0112_tea_toast_studio11.jpg

And when I got upstairs to clean up, look how much the light had changed.

Project 52:4 {life}

IMG_0898-2.jpg

So this week's assignment for our Project 52 was Bokeh. Bokeh refers to the out-of-focus portion of a photograph that's achieved by using a shallow depth of field.

0112_p52_bokeh1.jpg

This is the moment when I imagine I'll lose everyone. The folks who've been studying photography and know all about bokeh will groan. Not this again. And those who are just picking up their cameras will say, Bokeh? What the what? I remember the first time that we worked on shallow depth of field in my photography classes as MOCA, and it was such a revelation. The idea of deliberately blurring portions of your photograph was thrilling to me. I'm so funny about photography. I feel like I'm trucking along nicely and then I'll stumble over bits of information that it seems like everyone already knows about, and then I feel so stupid! It was like that when I learned that this blur was called bokeh in this article. I still think it's a great description. Wikipedia does a pretty good job too.

0112_p52_bokeh3.jpg

Basically, with the camera, bokeh is achieved through a shift in your apeture or f/stop. My brain does not like processing this information very much, so I'm sure I'll do a terrible job of explaining it, but here goes. Aperture controls how wide open the lens gets, and a wider aperture, (which is actually a lower number - I know, forehead-smacking time), means a shallower depth of field, which creates bokeh. A wider apeture lets in more light, which also makes it appealing.

0112_p52_bokeh4.jpg

In these photos, the focus is near the front of the photo, on the toast, creating a blur for the tea cup. That's the effect I was going for. A hint of the idea of tea, promised in the blur.

I had a lot of fun with this assignment. Despite the cold I was catching closing in, I tried to pull together some of the disparate threads of things I've been working on with learning Big Daddy and what I've been doing in my photography class. Plus, it was fun to focus, for awhile, on something that I just wanted to do. No laundry folding or writing or blog work or dusting. Just exploring the camera and putting together a still life. Exploring a project from concept through completion. At first I was worried that I wasn't getting bokeh "right." So many people were posting beautiful photos of sparkly lights (If you want to get some great shots of bokeh, aim your camera into a tree on a sunny day, focus on one point,  and let the leaves and sun blur together.), but then I relaxed and just went with it. I know what I want to take picutres of! Next week, on Tuesday likely, I'll take you behind the scenes in my thought process as I put together this mini-shoot.

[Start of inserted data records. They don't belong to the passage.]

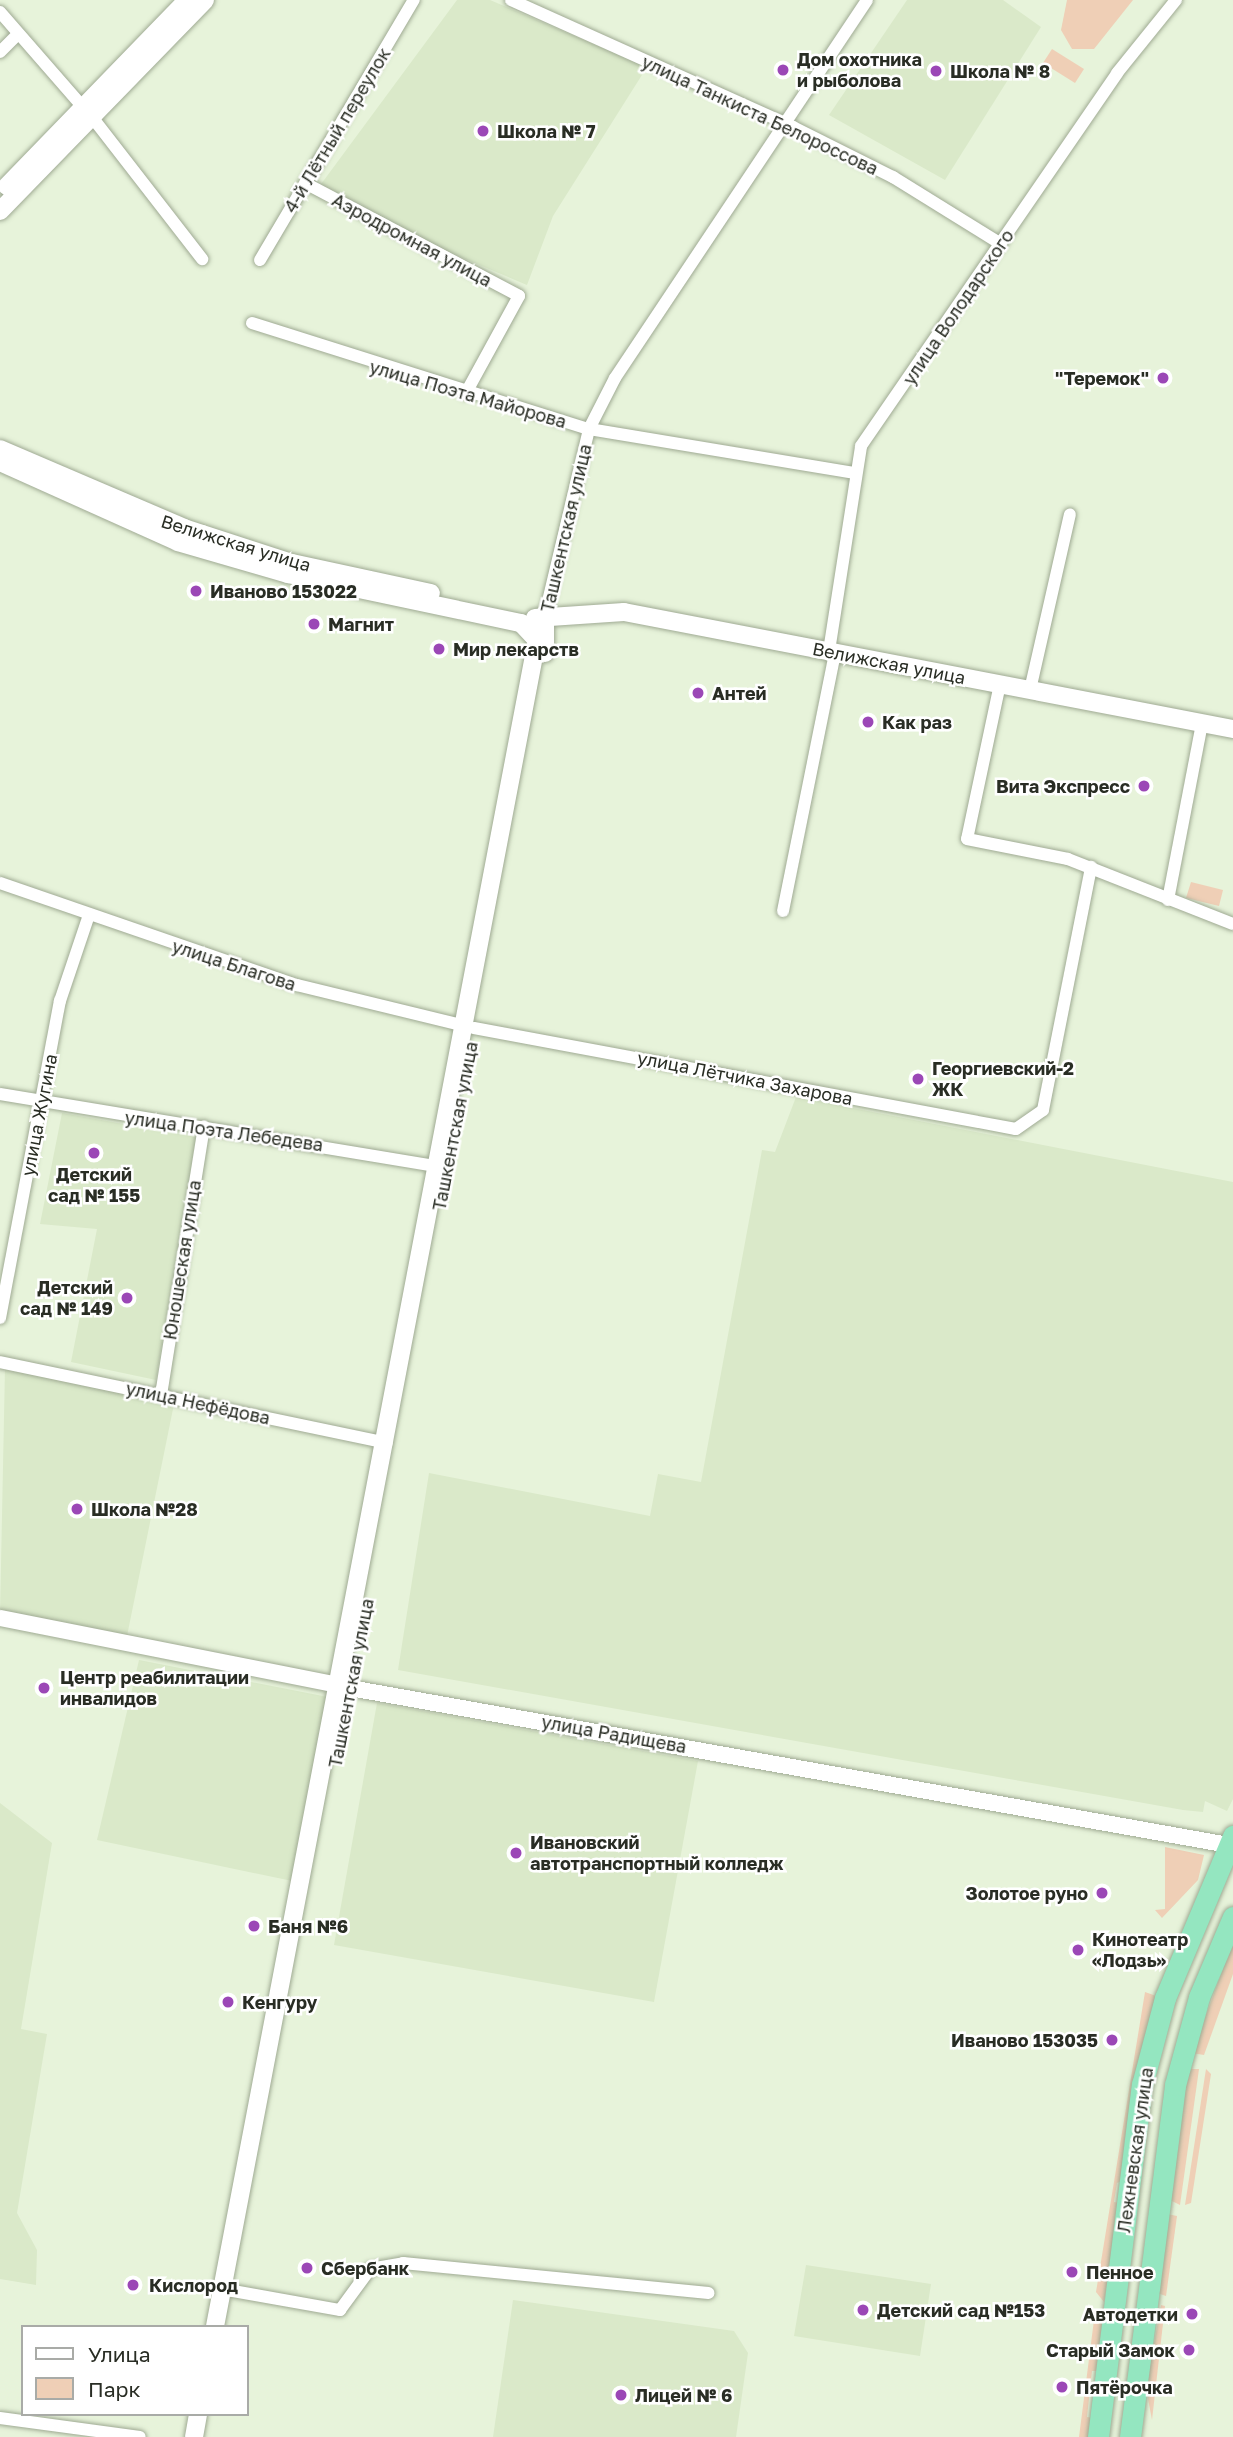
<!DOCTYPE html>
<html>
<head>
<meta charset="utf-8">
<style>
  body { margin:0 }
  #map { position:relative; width:1233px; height:2437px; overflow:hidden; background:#e7f3da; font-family:"Golos Text",sans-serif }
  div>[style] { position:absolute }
  .built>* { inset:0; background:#dae9c9 }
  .green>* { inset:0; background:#efcfb6 }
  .roads { filter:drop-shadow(0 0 2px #9faa93) drop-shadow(0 0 2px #9faa93) }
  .minor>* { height:12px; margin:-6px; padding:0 6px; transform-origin:6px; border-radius:6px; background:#fff }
  .tertiary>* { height:16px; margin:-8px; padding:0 8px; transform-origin:8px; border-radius:8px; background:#fff }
  .secondary>* { height:18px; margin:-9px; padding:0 9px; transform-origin:9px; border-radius:9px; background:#fff }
  .trunk>* { height:21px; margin:-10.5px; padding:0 10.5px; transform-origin:10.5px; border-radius:10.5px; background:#94e6c0 }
  .dots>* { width:19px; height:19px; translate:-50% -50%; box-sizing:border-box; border:4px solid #fff; border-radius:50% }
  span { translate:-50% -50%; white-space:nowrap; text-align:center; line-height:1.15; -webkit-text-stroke:5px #fff; paint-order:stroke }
  .poi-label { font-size:18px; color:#292d24; font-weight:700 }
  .left { translate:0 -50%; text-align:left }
  .right { translate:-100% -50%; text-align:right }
  .street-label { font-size:18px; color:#292d24 }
  .legend { position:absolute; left:21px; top:2325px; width:228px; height:91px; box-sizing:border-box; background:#fff; border:2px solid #a9aba7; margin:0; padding:9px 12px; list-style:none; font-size:21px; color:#292d24 }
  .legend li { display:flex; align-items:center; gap:14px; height:35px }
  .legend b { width:35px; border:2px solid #a9aba7 }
</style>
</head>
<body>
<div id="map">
  <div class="built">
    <div style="clip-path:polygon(457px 0,490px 0,647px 67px,553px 216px,527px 285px,313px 195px)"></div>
    <div style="clip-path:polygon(907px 0,1003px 0,1041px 27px,945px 180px,829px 115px)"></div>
    <div style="clip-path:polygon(796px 1097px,1233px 1182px,1233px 1799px,1227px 1811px,1205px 1801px,1203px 1812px,1183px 1810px,398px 1670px,429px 1473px,650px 1516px,658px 1474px,701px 1482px,762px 1150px,775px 1152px)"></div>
    <div style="clip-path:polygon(62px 1113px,196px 1137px,156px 1380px,71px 1362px,97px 1229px,40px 1224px)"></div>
    <div style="clip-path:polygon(5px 1368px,174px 1404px,126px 1641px,0 1615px)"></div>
    <div style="clip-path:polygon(139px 1660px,333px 1698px,297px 1882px,97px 1840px)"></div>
    <div style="clip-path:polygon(377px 1703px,698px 1761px,654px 2002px,334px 1945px)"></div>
    <div style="clip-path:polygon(0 1803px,52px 1843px,21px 2029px,47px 2034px,17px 2213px,37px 2250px,36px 2285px,0 2279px)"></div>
    <div style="clip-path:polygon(806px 2265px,931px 2284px,920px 2356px,794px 2336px)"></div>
    <div style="clip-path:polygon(513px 2300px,734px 2331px,748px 2353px,736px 2437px,493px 2437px)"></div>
  </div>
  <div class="green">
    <div style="clip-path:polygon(1067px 0,1133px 0,1094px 49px,1072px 49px,1061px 30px)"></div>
    <div style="clip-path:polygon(1052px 49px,1084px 69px,1075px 83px,1043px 63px)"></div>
    <div style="clip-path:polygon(1191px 882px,1223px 890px,1219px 906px,1186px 898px)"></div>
    <div style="clip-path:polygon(1165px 1847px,1204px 1855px,1198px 1880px,1162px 1918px,1155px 1910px,1165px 1909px)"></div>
    <div style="clip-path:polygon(1233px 1942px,1233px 1974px,1204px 2055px,1192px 2053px)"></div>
    <div style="clip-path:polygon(1145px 1992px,1159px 1997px,1123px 2180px,1117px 2183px,1114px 2202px,1120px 2203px,1104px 2302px,1096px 2292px)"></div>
    <div style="clip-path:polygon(1188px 2069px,1199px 2069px,1180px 2205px,1168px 2199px)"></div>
    <div style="clip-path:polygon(1206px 2069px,1211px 2074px,1191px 2203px,1185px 2205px)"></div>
    <div style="clip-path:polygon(1167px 2214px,1177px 2216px,1166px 2296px,1157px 2293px)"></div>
    <div style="clip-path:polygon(1161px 2305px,1165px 2306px,1152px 2420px,1146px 2388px)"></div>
    <div style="clip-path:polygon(1095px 2312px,1107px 2314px,1100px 2371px,1092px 2371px,1087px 2417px,1095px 2418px,1093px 2437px,1079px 2437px)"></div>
  </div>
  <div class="roads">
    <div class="minor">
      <div style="left:511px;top:0;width:309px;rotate:24.2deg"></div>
      <div style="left:793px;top:127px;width:112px;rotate:26.6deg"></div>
      <div style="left:893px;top:177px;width:127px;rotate:31.8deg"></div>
      <div style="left:0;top:12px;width:126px;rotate:48.9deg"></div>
      <div style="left:0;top:52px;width:23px;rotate:-45deg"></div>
      <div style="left:92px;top:117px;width:180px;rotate:52.2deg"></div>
      <div style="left:305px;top:183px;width:242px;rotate:27.8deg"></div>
      <div style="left:519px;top:296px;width:111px;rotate:118.7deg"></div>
      <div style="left:260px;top:260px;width:302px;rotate:-59.4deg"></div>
      <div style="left:252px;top:323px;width:353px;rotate:17.5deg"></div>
      <div style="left:589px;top:429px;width:270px;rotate:9.4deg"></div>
      <div style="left:545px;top:614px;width:190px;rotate:-76.6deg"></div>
      <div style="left:589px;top:429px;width:57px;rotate:-63deg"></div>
      <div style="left:615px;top:378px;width:454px;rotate:-56.3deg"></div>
      <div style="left:829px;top:651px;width:207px;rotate:-81.1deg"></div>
      <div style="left:861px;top:446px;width:452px;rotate:-55.5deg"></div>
      <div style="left:1117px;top:73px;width:94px;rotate:-51.1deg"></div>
      <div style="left:1000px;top:684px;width:158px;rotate:102deg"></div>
      <div style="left:967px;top:839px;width:103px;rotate:11.2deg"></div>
      <div style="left:1068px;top:859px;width:177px;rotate:21.5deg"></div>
      <div style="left:1030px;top:690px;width:180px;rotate:-77.2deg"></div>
      <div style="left:0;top:883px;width:314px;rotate:19deg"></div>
      <div style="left:297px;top:985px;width:173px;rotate:13.7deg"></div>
      <div style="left:1168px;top:900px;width:180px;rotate:-79.1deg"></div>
      <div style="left:783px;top:911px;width:264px;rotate:-78.6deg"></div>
      <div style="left:474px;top:1028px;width:551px;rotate:10.56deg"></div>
      <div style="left:1016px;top:1129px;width:33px;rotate:-35deg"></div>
      <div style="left:1043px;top:1110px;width:248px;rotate:-78.8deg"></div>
      <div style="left:0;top:1094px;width:445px;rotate:9.4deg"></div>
      <div style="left:0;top:1318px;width:323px;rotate:-79.3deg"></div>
      <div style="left:60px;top:1001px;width:91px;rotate:-71.4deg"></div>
      <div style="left:0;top:1362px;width:395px;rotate:11.8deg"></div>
      <div style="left:161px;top:1395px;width:272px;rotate:-80.9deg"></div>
      <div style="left:233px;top:2291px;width:109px;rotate:10.1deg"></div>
      <div style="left:340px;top:2310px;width:51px;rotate:-53.8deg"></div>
      <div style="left:370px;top:2269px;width:34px;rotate:-10deg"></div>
      <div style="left:403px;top:2263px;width:307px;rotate:5.6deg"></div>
      <div style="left:0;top:2418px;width:141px;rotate:7.7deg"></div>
    </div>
    <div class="tertiary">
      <div style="left:0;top:1618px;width:349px;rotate:11.2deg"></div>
      <div style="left:350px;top:1688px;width:893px;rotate:10.13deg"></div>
    </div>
    <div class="secondary">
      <div style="left:7px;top:186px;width:259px;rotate:-45.9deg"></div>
      <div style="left:0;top:211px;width:294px;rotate:-45.8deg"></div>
      <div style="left:0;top:449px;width:200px;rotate:23.2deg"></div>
      <div style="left:184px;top:528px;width:114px;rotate:18deg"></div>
      <div style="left:292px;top:563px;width:142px;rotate:12.2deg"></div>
      <div style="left:0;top:462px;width:195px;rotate:24.2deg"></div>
      <div style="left:178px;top:542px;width:115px;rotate:16.2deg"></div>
      <div style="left:288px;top:574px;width:238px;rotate:11.9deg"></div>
      <div style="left:521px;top:623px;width:23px;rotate:47deg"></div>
      <div style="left:537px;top:640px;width:1717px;rotate:100.81deg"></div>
      <div style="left:535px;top:618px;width:89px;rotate:-3.9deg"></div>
      <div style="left:624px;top:612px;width:620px;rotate:10.88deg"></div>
      <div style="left:545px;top:653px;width:39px;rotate:-90deg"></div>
      <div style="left:194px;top:2437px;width:23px;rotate:-80deg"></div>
    </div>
    <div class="trunk">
      <div style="left:1098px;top:2437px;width:355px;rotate:-82.9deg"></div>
      <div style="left:1142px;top:2085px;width:90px;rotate:-75.2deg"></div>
      <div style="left:1165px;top:1998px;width:176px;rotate:-67.2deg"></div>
      <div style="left:1130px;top:2437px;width:355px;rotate:-82.7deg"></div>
      <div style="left:1175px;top:2085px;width:91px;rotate:-74.7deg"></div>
      <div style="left:1199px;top:1997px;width:87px;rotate:-67deg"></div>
    </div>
  </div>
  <div class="dots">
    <div style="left:783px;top:70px;background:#9b47b6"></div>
    <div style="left:936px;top:71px;background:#9b47b6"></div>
    <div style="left:483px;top:131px;background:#9b47b6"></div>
    <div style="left:1163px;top:378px;background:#9b47b6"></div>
    <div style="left:196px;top:591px;background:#9b47b6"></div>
    <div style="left:314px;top:624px;background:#9b47b6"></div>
    <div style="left:439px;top:649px;background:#9b47b6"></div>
    <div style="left:698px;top:693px;background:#9b47b6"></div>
    <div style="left:868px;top:722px;background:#9b47b6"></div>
    <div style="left:1144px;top:786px;background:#9b47b6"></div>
    <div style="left:918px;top:1079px;background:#9b47b6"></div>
    <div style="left:94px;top:1153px;background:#9b47b6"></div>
    <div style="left:127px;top:1298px;background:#9b47b6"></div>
    <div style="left:77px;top:1509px;background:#9b47b6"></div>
    <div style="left:44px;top:1688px;background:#9b47b6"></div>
    <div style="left:516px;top:1853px;background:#9b47b6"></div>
    <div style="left:1102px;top:1893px;background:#9b47b6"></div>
    <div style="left:254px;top:1926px;background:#9b47b6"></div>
    <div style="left:1078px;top:1950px;background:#9b47b6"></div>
    <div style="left:228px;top:2002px;background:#9b47b6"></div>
    <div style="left:1112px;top:2040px;background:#9b47b6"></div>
    <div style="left:307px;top:2268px;background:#9b47b6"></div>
    <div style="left:1072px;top:2272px;background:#9b47b6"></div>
    <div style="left:133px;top:2285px;background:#9b47b6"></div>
    <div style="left:863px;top:2310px;background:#9b47b6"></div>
    <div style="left:1192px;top:2314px;background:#9b47b6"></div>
    <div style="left:1189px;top:2350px;background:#9b47b6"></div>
    <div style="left:1062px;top:2387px;background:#9b47b6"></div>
    <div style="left:621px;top:2395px;background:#9b47b6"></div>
  </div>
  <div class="poi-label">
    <span class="left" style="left:797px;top:70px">Дом охотника<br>и рыболова</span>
    <span class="left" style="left:950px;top:71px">Школа № 8</span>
    <span class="left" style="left:497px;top:131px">Школа № 7</span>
    <span class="right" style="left:1149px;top:378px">"Теремок"</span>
    <span class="left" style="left:210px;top:591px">Иваново 153022</span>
    <span class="left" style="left:328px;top:624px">Магнит</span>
    <span class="left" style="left:453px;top:649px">Мир лекарств</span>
    <span class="left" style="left:712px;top:693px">Антей</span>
    <span class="left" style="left:882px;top:722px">Как раз</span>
    <span class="right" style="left:1130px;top:786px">Вита Экспресс</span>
    <span class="left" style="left:932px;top:1079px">Георгиевский-2<br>ЖК</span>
    <span style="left:94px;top:1185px">Детский<br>сад № 155</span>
    <span class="right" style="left:113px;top:1298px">Детский<br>сад № 149</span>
    <span class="left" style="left:91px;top:1509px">Школа №28</span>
    <span class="left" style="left:60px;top:1688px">Центр реабилитации<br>инвалидов</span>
    <span class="left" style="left:530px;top:1853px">Ивановский<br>автотранспортный колледж</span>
    <span class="right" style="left:1088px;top:1893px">Золотое руно</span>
    <span class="left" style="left:268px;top:1926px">Баня №6</span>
    <span class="left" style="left:1092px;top:1950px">Кинотеатр<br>«Лодзь»</span>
    <span class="left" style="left:242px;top:2002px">Кенгуру</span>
    <span class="right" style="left:1098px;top:2040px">Иваново 153035</span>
    <span class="left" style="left:321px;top:2268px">Сбербанк</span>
    <span class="left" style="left:1086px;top:2272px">Пенное</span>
    <span class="left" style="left:149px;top:2285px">Кислород</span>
    <span class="left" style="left:877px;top:2310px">Детский сад №153</span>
    <span class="right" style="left:1178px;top:2314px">Автодетки</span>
    <span class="right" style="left:1175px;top:2350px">Старый Замок</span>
    <span class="left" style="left:1076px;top:2387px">Пятёрочка</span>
    <span class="left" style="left:635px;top:2395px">Лицей № 6</span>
  </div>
  <div class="street-label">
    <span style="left:760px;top:115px;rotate:25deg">улица Танкиста Белороссова</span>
    <span style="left:337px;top:130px;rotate:-59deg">4-й Лётный переулок</span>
    <span style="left:412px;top:240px;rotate:28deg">Аэродромная улица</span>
    <span style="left:958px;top:307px;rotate:-56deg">улица Володарского</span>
    <span style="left:468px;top:394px;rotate:16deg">улица Поэта Майорова</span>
    <span style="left:566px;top:528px;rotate:-77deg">Ташкентская улица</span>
    <span style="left:236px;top:543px;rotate:17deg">Велижская улица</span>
    <span style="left:889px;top:663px;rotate:11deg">Велижская улица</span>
    <span style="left:234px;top:965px;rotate:18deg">улица Благова</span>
    <span style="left:745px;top:1078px;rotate:11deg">улица Лётчика Захарова</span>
    <span style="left:39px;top:1115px;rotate:-79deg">улица Жугина</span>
    <span style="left:455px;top:1126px;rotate:-79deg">Ташкентская улица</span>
    <span style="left:224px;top:1131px;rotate:8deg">улица Поэта Лебедева</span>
    <span style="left:182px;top:1260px;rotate:-81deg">Юношеская улица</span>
    <span style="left:198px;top:1403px;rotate:12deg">улица Нефёдова</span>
    <span style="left:351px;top:1683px;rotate:-79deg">Ташкентская улица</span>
    <span style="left:614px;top:1734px;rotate:10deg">улица Радищева</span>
    <span style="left:1135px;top:2150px;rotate:-82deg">Лежневская улица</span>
  </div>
  <ul class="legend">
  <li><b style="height:9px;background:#fff"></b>Улица</li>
  <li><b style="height:19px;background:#efcfb6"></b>Парк</li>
  </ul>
</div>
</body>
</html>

But back to bokeh! I thought I'd dig through some of my old photos to illustrate the point a bit. The quality may not be the greatest in some of these, but you'll (maybe) get the point.

rose_collage.jpg

In the first photo, we have nice bokeh, that lovely blur hinting of a scene outside. The second blurs the rose to bring the scene outside into detail.

branches_collage.jpg

These two shots play with bokeh in a natural setting. Hydrangea vines along our fence. I took these pictures early last spring, March maybe, when I was really starting to play with a shallow DOF and enjoying how the blur of the fence highlighted the early buds on the vines.

boy_bokeh_collage.jpg

Bokeh is often used for portraiture, as you can see in this first picture of baby Landon. The blur in the background highlights Landon's face, but by closing up the aperture (by raising the f/stop) both boys and the grass are in focus, making the full effect about two brothers playing on the lawn on a summer day.

Bored yet? Confused? If you're not in full manual mode on your camera, switch it to Aperture Priority (either A or AV). This means that while you choose the aperture or f/stop, the camera will choose the shutter speed to help you get the correct exposure. That way you can play around with your depth of field and have some fun. Another important point (and trust me, this bokeh thing gets way more complex than I have any interest in being) is that distance between you and your subject and your subject and what you're blurring will make a difference as well. But I'm not going to say any more about that...just go have some fun. You can't do it wrong, you know!